A cropped version of the above intriguing image appeared in the paper - Mr. Vijay appeared only down to the upper edge of what looked to be a most compelling décolletage. I said to myself, "Self," I said, "This calls for further research." And I hope you'll agree I was on the money.
A quick Google-review also demonstrated that he looks quite as well - and perhaps even more endearing - clothed. There's a sparkle in those eyes that's really quite something...

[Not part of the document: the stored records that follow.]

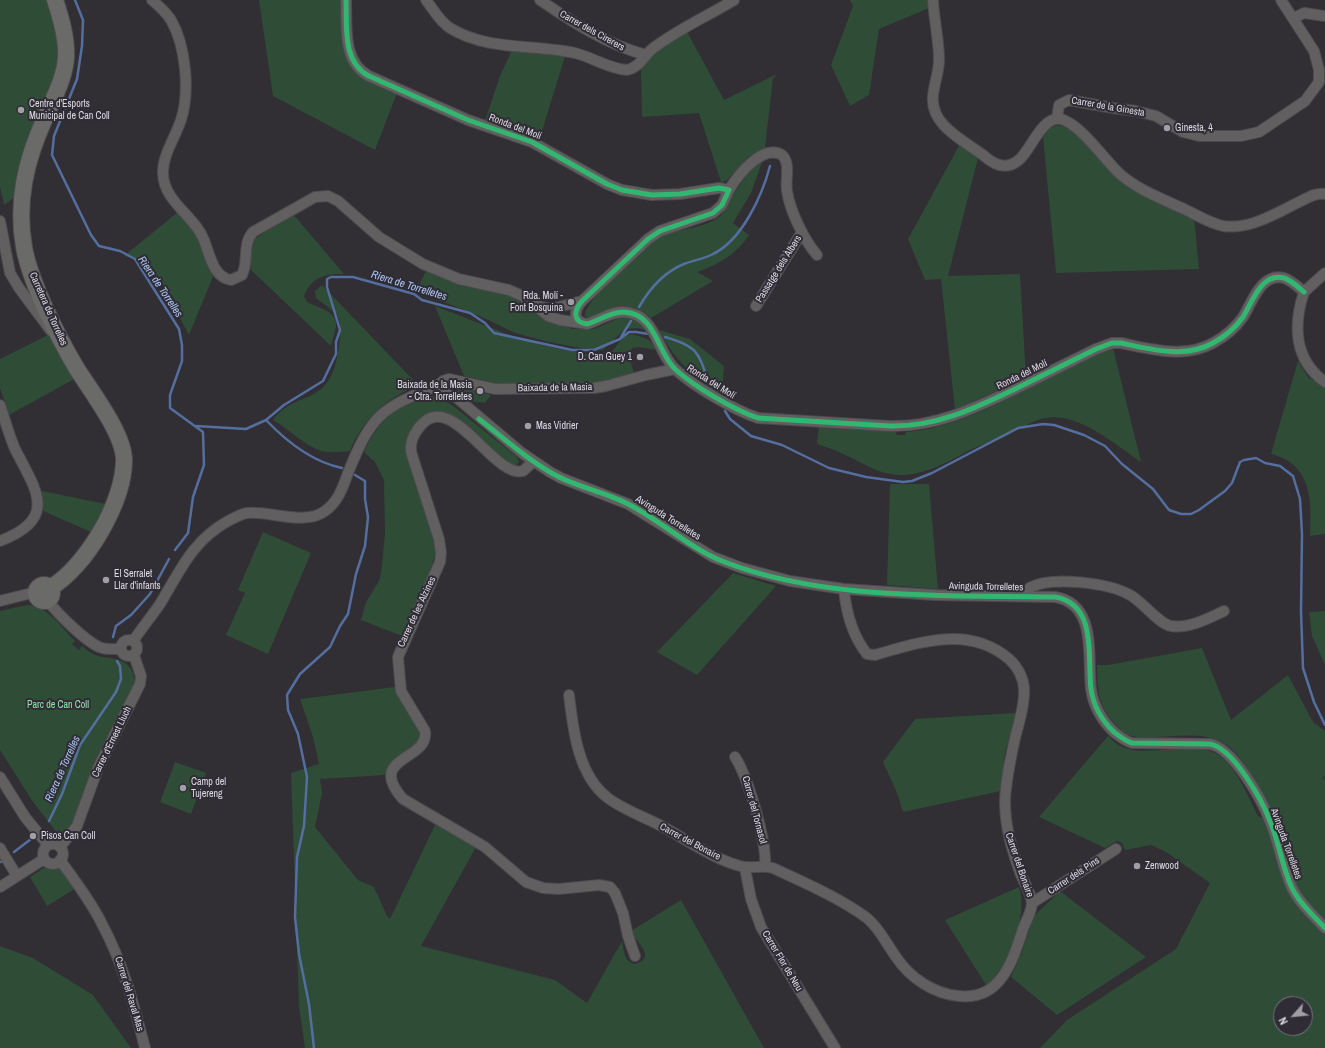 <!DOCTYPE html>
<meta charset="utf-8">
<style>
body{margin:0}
#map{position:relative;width:1325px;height:1048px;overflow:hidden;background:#312e34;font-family:"Archivo Narrow",sans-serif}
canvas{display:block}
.north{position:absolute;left:1273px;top:996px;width:40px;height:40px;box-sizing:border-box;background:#302c36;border:1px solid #75727a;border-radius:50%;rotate:243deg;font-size:11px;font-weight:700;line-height:16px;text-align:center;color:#dddae1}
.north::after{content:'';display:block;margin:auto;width:14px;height:18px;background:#a19ea4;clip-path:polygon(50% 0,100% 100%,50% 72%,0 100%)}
</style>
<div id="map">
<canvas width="1325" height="1048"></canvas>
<div class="north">N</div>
</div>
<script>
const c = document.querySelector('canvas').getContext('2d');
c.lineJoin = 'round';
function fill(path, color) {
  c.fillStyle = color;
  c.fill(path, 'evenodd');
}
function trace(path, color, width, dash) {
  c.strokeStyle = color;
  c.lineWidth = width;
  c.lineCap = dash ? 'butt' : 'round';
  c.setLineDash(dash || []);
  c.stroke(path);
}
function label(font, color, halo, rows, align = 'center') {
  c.font = font + ' "Archivo Narrow",sans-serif';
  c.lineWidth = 4;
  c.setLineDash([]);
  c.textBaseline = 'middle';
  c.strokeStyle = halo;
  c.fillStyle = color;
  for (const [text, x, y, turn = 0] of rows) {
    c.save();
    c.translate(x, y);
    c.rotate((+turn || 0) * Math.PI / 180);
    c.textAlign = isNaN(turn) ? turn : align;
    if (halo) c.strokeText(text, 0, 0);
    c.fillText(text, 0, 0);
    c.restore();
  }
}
const green = new Path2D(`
 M0,0h49l6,17 5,46 -44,133 -12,9 -4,-19z
 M259,0h82c1,26 -3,62 22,78 10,7 23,11 34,15l-22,57 -102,-54z
 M850,0h78l1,8 -50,21 -10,66 -19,11 -19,-41 22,-59z
 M686,30l38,70 51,-25 1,1 -3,2 -8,70 -17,9 -22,24 -5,1 -22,-69 -57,4 -1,-47 15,-18z
 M512,50l53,6 -26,85 -54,-20 15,-45z
 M1058,125c25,6 47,41 67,58 20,17 45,24 69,34l5,52 -143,4 -13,-136 7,-9z
 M960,144l18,14 -30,118 72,-2 6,103 -71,33 -14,-131 -16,1 -17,-41z
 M762,162l-11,31 -18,30 16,12c-13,20 -30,29 -52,37l16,9 -62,37c-23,-20 -38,-9 -62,1l-4,-3c-2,-14 62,-74 76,-80 18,-8 42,-7 58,-19 4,-3 7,-10 10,-15 9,-15 18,-31 33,-40z
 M178,212l19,23 17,39 -25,61 -32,-59c-12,-15 -16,-16 -33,-20z
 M293,214l51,60c-18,-1 -34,4 -40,22l3,6c10,6 31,8 29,25 -1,6 -4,13 -5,19l-80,-76 -1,-19 5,-12z
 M426,271l39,15 42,8 12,5 23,18 31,12h21l30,-13 15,6 9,9 -10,-3 -13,1 -22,21 -23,-2 -31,-6 -34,-9 -33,-16 -66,-26z
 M322,285l96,100c-32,14 -55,33 -68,66 -9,1 -20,2 -29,0 -16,-5 -32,-22 -48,-31 24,-32 55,-11 65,-67 2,-14 4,-25 -1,-39l-21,-16 -1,-7z
 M435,306c48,18 92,39 142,46 9,2 19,4 28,3 11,-2 13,-18 25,-21 11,2 23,5 27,16l-18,-3 -7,1 -3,10 5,14 -20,8 -16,3 -33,1h-67l-34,-8z
 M659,330l31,9 34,27 -2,29c-30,-19 -47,-34 -63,-65z
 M48,335l28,43 -67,37 -9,-27v-29z
 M1113,348l28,114c-27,-18 -68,-55 -103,-42 -13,4 -25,14 -38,19 -11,4 -23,7 -34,13 -20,11 -38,21 -61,23 -20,1 -34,-7 -51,-16 -12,-6 -24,-11 -37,-15l2,-18 77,6 1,3h8l1,-3c72,-5 140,-61 207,-84z
 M1298,361l10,16 17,11v146l-15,2c2,-35 2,-72 -39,-82z
 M451,385l1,-1 39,11 -6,8 -15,-2z
 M435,396l17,9 65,52 2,5 -3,3h-4l-58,-47c-20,-10 -31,-5 -41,15 -3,6 -7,12 -7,18l22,67 8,35 -17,47 -17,36 -41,-16 5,-18 13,-21 2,-8 4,-39 -1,-54 -9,-18 -11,-10c14,-31 36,-52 71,-56z
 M890,484h39l9,105 -51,-4z
 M42,491l64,13 -15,28 -48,-21z
 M263,532l48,21 -43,101 -42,-19 19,-42 -7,-3z
 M733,573l43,13 -79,89 -40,-23z
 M27,605c20,0 35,23 48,36l-3,3 7,6 3,-4c6,5 13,10 21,11 14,2 27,3 31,20 3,16 -30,64 -37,82 -8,16 -21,73 -37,78l-29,-38 -31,-49v-139z
 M1325,611v54l-13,-29 -3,-24z
 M1202,648l29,72 57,-45 25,47 12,9v45l-5,4 4,-2 1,2v268h-285l27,-28 109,-71 34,-66 -44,-31 -15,-7 -26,5 -3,-7 -5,-2 -12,7 -66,-31 69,-81c5,5 11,10 17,12 29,10 71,-11 96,9 16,12 28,41 37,59l5,2 9,-3c-11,-21 -27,-59 -47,-71 -20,-13 -50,-7 -72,-7 -8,0 -17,1 -24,-2 -6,-2 -10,-7 -14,-11 -17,-18 -18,-36 -18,-59h11zM1281,1004h24v24h-24z
 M395,687l7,17 19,29c-2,18 -29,18 -36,42l-65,4 2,14 -7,34 43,53 16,7 13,29 3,3 45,-94 41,22 -55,99 134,34 32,23 35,-62c2,9 2,21 13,23 23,-7 0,-22 -4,-33l50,-31 83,148h-459l-6,-42 -8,-233 28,-9 -6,-27 -13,-38z
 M1016,713l-11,40 -4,38 -98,21 -6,-19 -14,-31 32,-43z
 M175,762l31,11 -15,41 -31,-12z
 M47,866l13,3 16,19 -29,18 -17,-29z
 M1019,887c9,26 -8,84 -33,98l-41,-65z
 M1060,891l86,66 -89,58 -46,-38 11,-25 12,-36z
 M0,946l33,12 60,37 38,53h-131z`);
const stream = new Path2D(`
 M75,0l8,20 -1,26 -5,33 -23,57 -2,19 39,80 8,11 21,5 15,8 44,70 3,16v16l-12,34v13l33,24 1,33 -11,32 -5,36 -13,17
 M639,307c11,-19 25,-35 45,-43 10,-4 20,-5 29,-10 29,-14 49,-58 57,-88
 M621,337l10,-16
 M665,337c32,9 34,15 43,45
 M725,411l5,8 21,17 31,9 47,23 37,9 37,5 9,-1 20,-8 86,-45 25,-4 11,1 30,10 21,11 17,18 31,25 16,21 12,4h10l8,-4 26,-19 7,-8 8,-21 4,-2 12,-2 9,5 15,3 13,10 7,23 2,35 -1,77 2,57 11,34 11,23
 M266,420l18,-15 39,-24 13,-27v-12l4,-12 -13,-43v-8l4,-2h22l61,17 8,6 48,13 15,10 9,10 78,17h22l26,-11 9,-7h7l13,2
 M196,426l50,3 20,-9c20,21 47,42 76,48
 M113,637l3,-11 15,-11 19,-21 19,-35
 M49,821l13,-27 18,-49 36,-53 5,-13 -1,-13 -3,-5
 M14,852l17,-13
 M0,862h1
 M314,1048l-5,-44 -10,-50 -4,-37 2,-60 7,-31 3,-49 -9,-43 -10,-24 -1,-15 13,-21 30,-27 10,-21 8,-12 8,-40 9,-28 3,-29 -3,-18v-18l-10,-6`);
const minor = new Path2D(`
 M152,0c7,6 14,12 19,20 15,26 19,72 10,100 -6,18 -19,36 -18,54 1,28 32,42 41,66 6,15 9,37 27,40l11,-5c7,-14 0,-31 11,-43l62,-35 13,-1 10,5 41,36 44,27 36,15 50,11 18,8 21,18 12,4 21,3
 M346,0c1,26 -4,62 23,76l99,44 64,22 75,42 15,6 30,5 28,-1 39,-6 10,2 -7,15 -9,8 -53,18 -12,8 -66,62c-8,9 -10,21 5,23 11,-3 25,-13 37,-12 33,2 32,40 52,58 19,17 58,40 82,48l132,8c47,1 85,-18 127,-38 26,-13 53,-26 79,-39l16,-6h9c29,6 64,16 92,0 11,-6 23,-16 30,-26 9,-14 18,-45 41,-39 7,2 14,9 20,14
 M426,0c7,9 14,22 24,28 37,23 84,16 125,25 17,4 34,16 52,17 13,-3 16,-13 25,-21 26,-20 54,-32 82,-49
 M540,0c32,22 68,45 106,55
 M933,0c1,20 6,40 6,60 0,12 -5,24 -6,36 -3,29 30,44 50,59 11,10 24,16 37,4 11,-10 23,-44 41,-40 21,6 44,42 60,56 18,15 39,23 61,33 13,6 27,15 41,18 26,4 52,-12 74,-23 9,-4 18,-11 28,-9
 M1294,18l10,-5 21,3
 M1057,119l2,-14 10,-5 44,8 23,3 20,5 27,16 16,4h42l18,-4 46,-31 14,-19v-12l-5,-19 -33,-51
 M729,190c8,-14 34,-47 53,-35 9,8 3,25 5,36 3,20 17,49 30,64
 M0,221l10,52 9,15 32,43
 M1304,292c-11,33 -10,68 21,90
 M1304,292l21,-19
 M538,306l13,3 31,-8
 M756,306l46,-74
 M437,386l6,-5 6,-2 46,10 99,-1 12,-2 40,-11 29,-6
 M0,405c5,15 9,30 15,44 21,41 44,70 -15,92
 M533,462l-10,9c-30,8 -73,-87 -105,-42 -6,8 -9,16 -6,26l27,84 2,14 -1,9 -42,95 3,34 24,40c5,30 -60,25 -22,68l82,48 41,35 17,6 16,1 40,-4 11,2 5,6 8,20 5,23 7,20
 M1023,596c2,-3 4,-7 8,-9 22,-11 78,-4 99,8 13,7 29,29 41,31 18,3 38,-8 53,-15
 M47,600c10,13 37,40 52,47 7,3 15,2 22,2
 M0,601l36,-9
 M121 648a8 8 0 1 1 16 0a8 8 0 1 1-16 0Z
 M133,641c9,-13 18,-24 27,-37 20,-33 32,-63 68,-83 6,-3 13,-7 19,-8 24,-2 58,13 78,-2 13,-9 18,-24 23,-38 23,-57 32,-65 89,-87l8,2 77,65 28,19 11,6 67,26 85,53 29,11 48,13 54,8 91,6 120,2c43,7 32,61 36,92 2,16 11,32 23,43 5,4 11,9 18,11l78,1c23,4 52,56 60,77 9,21 12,46 22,67 7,15 22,28 33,40
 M569,695c4,34 9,81 39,103 17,13 40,20 59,31 23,13 47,30 73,37 11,3 22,-1 33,2 30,14 67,30 94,50 13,11 19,25 29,39 14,21 38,37 63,39 42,5 54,-36 64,-67 3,-8 9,-18 9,-26 -1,-9 -7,-20 -11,-28 -9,-25 -16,-47 -16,-74 1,-23 6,-45 11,-67 4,-14 8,-28 8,-41 1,-13 -6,-26 -15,-34 -40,-34 -89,-17 -134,-4l-8,-1c-15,-19 -21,-42 -23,-65
 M735,757c13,20 32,85 30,109
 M0,777l25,40 23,28
 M43 854a10 10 0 1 1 20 0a10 10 0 1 1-20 0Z
 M60,847l17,-21 21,-58 42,-84 1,-8 -7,-21
 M0,848l17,28
 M60,860c15,21 31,41 42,64 21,39 32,81 43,124
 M745,868l6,31 10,28 74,121
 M0,887l44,-28
 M1032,903l84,-54`);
const primary = new Path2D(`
 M36 593a8 8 0 1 1 16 0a8 8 0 1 1-16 0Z
 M50,588c36,-21 74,-86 74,-128 0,-26 -33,-69 -47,-91 -19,-32 -47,-87 -53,-122 -8,-46 2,-87 21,-129 8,-19 20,-40 21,-61 1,-19 -5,-39 -11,-57`);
const cycleway = new Path2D(`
 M346,0c1,26 -4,62 23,76l99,44 64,22 75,42 15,6 30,5 28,-1 39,-6 10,2 -7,15 -9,8 -53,18 -12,8 -66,62c-8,9 -10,21 5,23 11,-3 25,-13 37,-12 33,2 32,40 52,58 19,17 58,40 82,48l132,8c47,1 85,-18 127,-38 26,-13 53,-26 79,-39l16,-6h9c29,6 64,16 92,0 11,-6 23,-16 30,-26 9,-14 18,-45 41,-39 7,2 14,9 20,14
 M479,419c26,20 51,43 80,58 22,11 46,15 67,26 33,16 63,45 96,58 101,40 226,34 333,36 43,7 32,61 36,92 2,16 11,32 23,43 5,4 11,9 18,11l78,1c23,4 52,56 60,77 9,21 12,46 22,67 7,15 22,28 33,40`);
const markers = [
 [21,110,4,"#a19ea4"],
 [1167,128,4,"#a19ea4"],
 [571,302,4,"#a19ea4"],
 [640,357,4,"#a19ea4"],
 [480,391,4,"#a19ea4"],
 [528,426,4,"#a19ea4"],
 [106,580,4,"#a19ea4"],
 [183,788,4,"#a19ea4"],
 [33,836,4,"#a19ea4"],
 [1137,866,4,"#a19ea4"]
];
const streetNames = [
 ["Carrer dels Cirerers",592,31,29],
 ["Carrer de la Ginesta",1108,107,10],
 ["Ronda del Molí",515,127,21],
 ["Passatge dels Àlbers",779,269,-58],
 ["Carretera de Torrelles",48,309,66],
 ["Ronda del Molí",1022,375,-26],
 ["Ronda del Molí",711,382,32],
 ["Baixada de la Masia",555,388,-1],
 ["Avinguda Torrelletes",668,518,32],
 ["Avinguda Torrelletes",986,587,1],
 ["Carrer de les Alzines",417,612,-65],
 ["Carrer d'Ernest Lluch",112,742,-64],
 ["Carrer del Tornasol",754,810,75],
 ["Carrer del Bonaire",690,842,28],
 ["Avinguda Torrelletes",1286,844,70],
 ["Carrer del Bonaire",1019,865,71],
 ["Carrer dels Pins",1074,876,-33],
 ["Carrer Flor de Neu",782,961,59],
 ["Carrer del Raval Mas",129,994,73]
];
const poiNames = [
 ["Centre d'Esports",29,104],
 ["Municipal de Can Coll",29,116],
 ["Ginesta, 4",1175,128],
 ["Rda. Molí -",563,296,"right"],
 ["Font Bosquina",563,308,"right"],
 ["D. Can Guey 1",632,357,"right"],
 ["Baixada de la Masia",472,385,"right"],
 ["- Ctra. Torrelletes",472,397,"right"],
 ["Mas Vidrier",536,426],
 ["El Serralet",114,574],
 ["Llar d'infants",114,586],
 ["Camp del",191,782],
 ["Tujereng",191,794],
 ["Pisos Can Coll",41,836],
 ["Zenwood",1145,866]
];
const parkNames = [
 ["Parc de Can Coll",58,705]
];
const waterNames = [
 ["Riera de Torrelletes",409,286,17],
 ["Riera de Torrelles",160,287,56],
 ["Riera de Torrelles",63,769,-66]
];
fill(green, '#2f4c37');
trace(stream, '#546f9f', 2.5);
trace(minor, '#4d4a4f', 12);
trace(primary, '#4d4a4f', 18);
trace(minor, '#615f60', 10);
trace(primary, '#6a6a69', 16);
trace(cycleway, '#33b770', 5);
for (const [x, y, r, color] of markers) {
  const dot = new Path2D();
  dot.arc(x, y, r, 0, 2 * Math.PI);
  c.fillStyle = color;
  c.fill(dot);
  trace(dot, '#302c36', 1.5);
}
label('10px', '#dddae1', '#302c36', streetNames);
label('10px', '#dddae1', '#302c36', poiNames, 'left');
label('10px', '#92e5a7', '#302c36', parkNames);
label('italic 11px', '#abc6f4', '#302c36', waterNames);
</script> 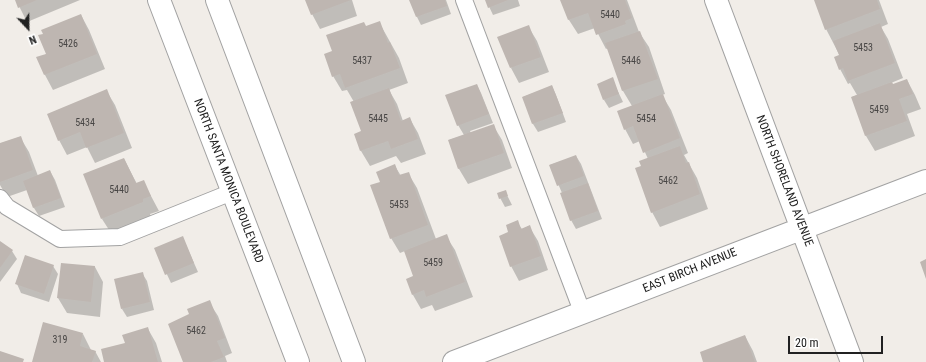 <!DOCTYPE html>
<html>
<head>
<meta charset="utf-8">
<style>
  body { margin:0 }
  #map { position:relative; width:926px; height:362px; overflow:hidden; background:#f1ede8; font-family:"Roboto Condensed",sans-serif }
  canvas { display:block }
  .north { position:absolute; left:8px; top:8px; width:40px; height:40px; -webkit-text-stroke:3px #fff; paint-order:stroke; rotate:158deg; font-size:11px; font-weight:700; line-height:16px; text-align:center; color:#212121 }
  .north::after { content:''; display:block; margin:auto; width:14px; height:18px; background:#212121; clip-path:polygon(50% 0,100% 100%,50% 72%,0 100%) }
  .scale { position:absolute; left:788px; top:336px; width:95px; height:18px; box-sizing:border-box; border:2px solid #212121; border-top:0; padding-left:5px; font-size:12px; line-height:14px; white-space:nowrap; color:#212121; -webkit-text-stroke:3px #fff; paint-order:stroke }
</style>
</head>
<body>
<div id="map">
<canvas width="926" height="362"></canvas>
<div class="north">N</div>
<div class="scale">20 m</div>
</div>
<script>
const c = document.querySelector('canvas').getContext('2d');
c.lineJoin = 'round';
function fill(path, color) {
  c.fillStyle = color;
  c.fill(path, 'evenodd');
}
function trace(path, color, width, dash) {
  c.strokeStyle = color;
  c.lineWidth = width;
  c.lineCap = dash ? 'butt' : 'round';
  c.setLineDash(dash || []);
  c.stroke(path);
}
function label(font, color, halo, rows, align = 'center') {
  c.font = font + ' "Roboto Condensed",sans-serif';
  c.lineWidth = 3;
  c.setLineDash([]);
  c.textBaseline = 'middle';
  c.strokeStyle = halo;
  c.fillStyle = color;
  for (const [text, x, y, turn = 0] of rows) {
    c.save();
    c.translate(x, y);
    c.rotate((+turn || 0) * Math.PI / 180);
    c.textAlign = isNaN(turn) ? turn : align;
    if (halo) c.strokeText(text, 0, 0);
    c.fillText(text, 0, 0);
    c.restore();
  }
}
const shadow = new Path2D(`
  M16,0H80L27,22Z
  M306,0H352L357,16L320,29L312,14Z
  M410,0H446L451,14L421,25L417,17Z
  M486,0H518L520,6L493,15Z
  M561,0H627L639,32L649,47L665,94L662,95L671,110L688,153L684,155L697,178L708,209L660,227L652,212L642,167L648,159L640,141L633,144L625,129L632,106L623,91L608,48L606,49L595,28L578,34L569,20Z
  M815,0H879L888,24L881,27L888,39L903,78L891,83L893,85L907,80L915,95L921,109L907,114L915,136L875,151L866,136L852,97L857,95L850,83L848,84L840,69V56L826,29Z
  M81,15L89,30L105,69L53,90L45,75L38,58L47,54Z
  M379,22L399,58L408,83L389,90L397,104L403,121L410,119L418,133L426,154L401,163L396,156L370,166L361,151L355,135L362,132L354,102L347,90L342,91L333,76V52L366,27Z
  M528,26L537,41L549,72L519,83L511,68Z
  M612,79L623,102L609,108L604,100Z
  M477,85L481,93L493,123L470,131L471,133L493,125L502,140L512,168L468,184L459,169L449,140L464,135L458,125Z
  M552,86L556,95L566,122L538,132L533,124L523,97Z
  M106,90L115,105L132,148L95,163L87,147L67,155L59,140Z
  M20,137L29,152L38,176L50,171L55,180L65,207L39,216L34,208L27,190L7,197L0,185V144Z
  M576,156L581,164L602,219L576,229L571,220L562,193L550,165Z
  M124,159L137,184L143,181L159,211L150,214L151,217L111,233L102,219Z
  M395,166L401,176L408,173L417,188L436,239L446,236L455,250L473,297L435,311L432,305L421,309L413,295L414,277L405,251L400,253L391,238L382,183Z
  M505,191L512,205L505,207L498,194Z
  M517,222L522,229L529,226L538,241L548,270L519,281L511,266L510,233Z
  M183,238L198,272L171,283L155,249Z
  M0,242L12,251L17,259L0,282Z
  M62,264L95,267L103,282L100,317L67,313L58,298Z
  M53,266L58,274L49,302L21,293L17,284Z
  M142,273L147,281L154,310L127,317L122,309Z
  M209,302L218,316L232,353L225,356L227,362H184L190,314Z
  M148,329L156,343L162,362H105Z
  M83,334L91,350L95,351L101,362H33Z
  M745,336L753,351L757,362H705Z`);
const building = new Path2D(`
  M15,0H37L18,8Z
  M305,0H351L311,15Z
  M409,0H445L447,6L416,17Z
  M485,0H508L488,8Z
  M560,0H625L632,18L625,21L626,24L596,35L588,13L568,20Z
  M814,0H877L880,9L825,30Z
  M81,14L97,54L44,75L36,57L46,54L38,35L43,34L41,30Z
  M380,21L388,43L390,42L400,68L345,88L340,74L332,77L324,54L332,51L326,35L364,22L366,26Z
  M880,23L895,63L848,81L843,68L839,70L834,57L839,55L833,41Z
  M529,25L541,57L510,68L497,37Z
  M640,31L658,79L622,91L605,43Z
  M613,77L619,94L603,100L597,84Z
  M907,79L913,94L899,99L907,121L865,136L851,97L892,82L893,84Z
  M477,84L489,114L457,126L445,95Z
  M552,85L563,113L532,124L522,97Z
  M389,88L401,121L410,117L418,139L391,149L388,141L360,151L354,134L361,131L350,102Z
  M107,89L124,133L86,148L80,132L58,141L47,114Z
  M663,94L680,138L643,153L633,126L624,130L617,111Z
  M494,124L504,153L458,169L448,140Z
  M21,136L33,170L0,182V143Z
  M680,146L686,163L689,162L700,194L651,213L635,168L641,166L639,161Z
  M576,155L584,176L557,186L549,165Z
  M124,158L136,183L144,180L151,196L143,199V202L101,219L83,174Z
  M395,164L399,175L409,172L428,225L390,239L370,185L380,182L376,172Z
  M50,170L61,198L33,208L23,181Z
  M588,183L598,211L570,221L560,193Z
  M506,190L508,196L499,199L497,193Z
  M518,220L521,229L530,225L541,256L510,267L499,236L508,232L506,225Z
  M447,234L465,282L426,297L424,290L412,295L406,279L413,276L404,251Z
  M183,236L194,263L165,275L154,248Z
  M0,241L13,250L0,268Z
  M25,255L54,265L44,294L15,284Z
  M926,259V279L920,262Z
  M61,263L95,266L91,302L57,298Z
  M143,272L150,302L121,309L114,279Z
  M210,300L225,338L217,341L224,357L211,362H183L168,324L189,314L187,309Z
  M43,322L83,333L80,346L96,351L92,362H32Z
  M148,327L158,362H104L101,349L125,343L122,335Z
  M745,335L755,362H703L700,352Z
  M0,351L24,359L23,362H0Z`);
const service = new Path2D(`
  M464,0L583,314
  M0,198L7,207L60,239L120,237L232,192`);
const minor = new Path2D(`
  M716,0L852,362
  M454,362L926,181`);
const tertiary = new Path2D(`
  M159,0L298,362
  M217,0L354,362`);
const numberNames = [
  ["5440",610,15],
  ["5426",68,44],
  ["5453",863,48],
  ["5437",362,61],
  ["5446",631,61],
  ["5459",879,110],
  ["5445",378,119],
  ["5454",646,119],
  ["5434",85,123],
  ["5462",668,181],
  ["5440",119,190],
  ["5453",399,205],
  ["5459",433,263],
  ["5462",196,331],
  ["319",60,340]
];
const streetNames = [
  ["NORTH SANTA MONICA BOULEVARD",228,181,69],
  ["NORTH SHORELAND AVENUE",784,181,69],
  ["EAST BIRCH AVENUE",690,271,-22]
];
fill(shadow, '#0003');
fill(building, '#beb6b1');
trace(service, '#a2a2a2', 18);
trace(minor, '#a2a2a2', 24);
trace(tertiary, '#a2a2a2', 24);
trace(service, '#fff', 16);
trace(minor, '#fff', 22);
trace(tertiary, '#fff', 22);
label('10px', '#484645', null, numberNames);
label('12px', '#212121', '#fff', streetNames);
</script>
</body>
</html>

Rain shots, for whatever reason, are a staple of Indian movies, although mostly they're used to show off saris on leading ladies to better, more alluring advantage. I've rarely seen a movie hero in the wet, as it were, and while the above snap returns Mr. Vijay to the rather menacing mold of the first image, it also shows that he can work a sarong with almost DorothyLamourian ease. Actually, this picture made me laugh, as it reminds of nothing so much as that nano-second-long trend about 20 or so years ago for Chelsea boys to run around in mini-kilts (accessorized, invariably, with a skin-tight T-shirts, regrettable freedom-ring necklaces, and Doc Martens).
Thadaiyara Thaakka, it seems, means "Breaking All Barriers." I'd make a joke out of that, but I'm still trying to come up with something about Chennai, Madras, and that shirt.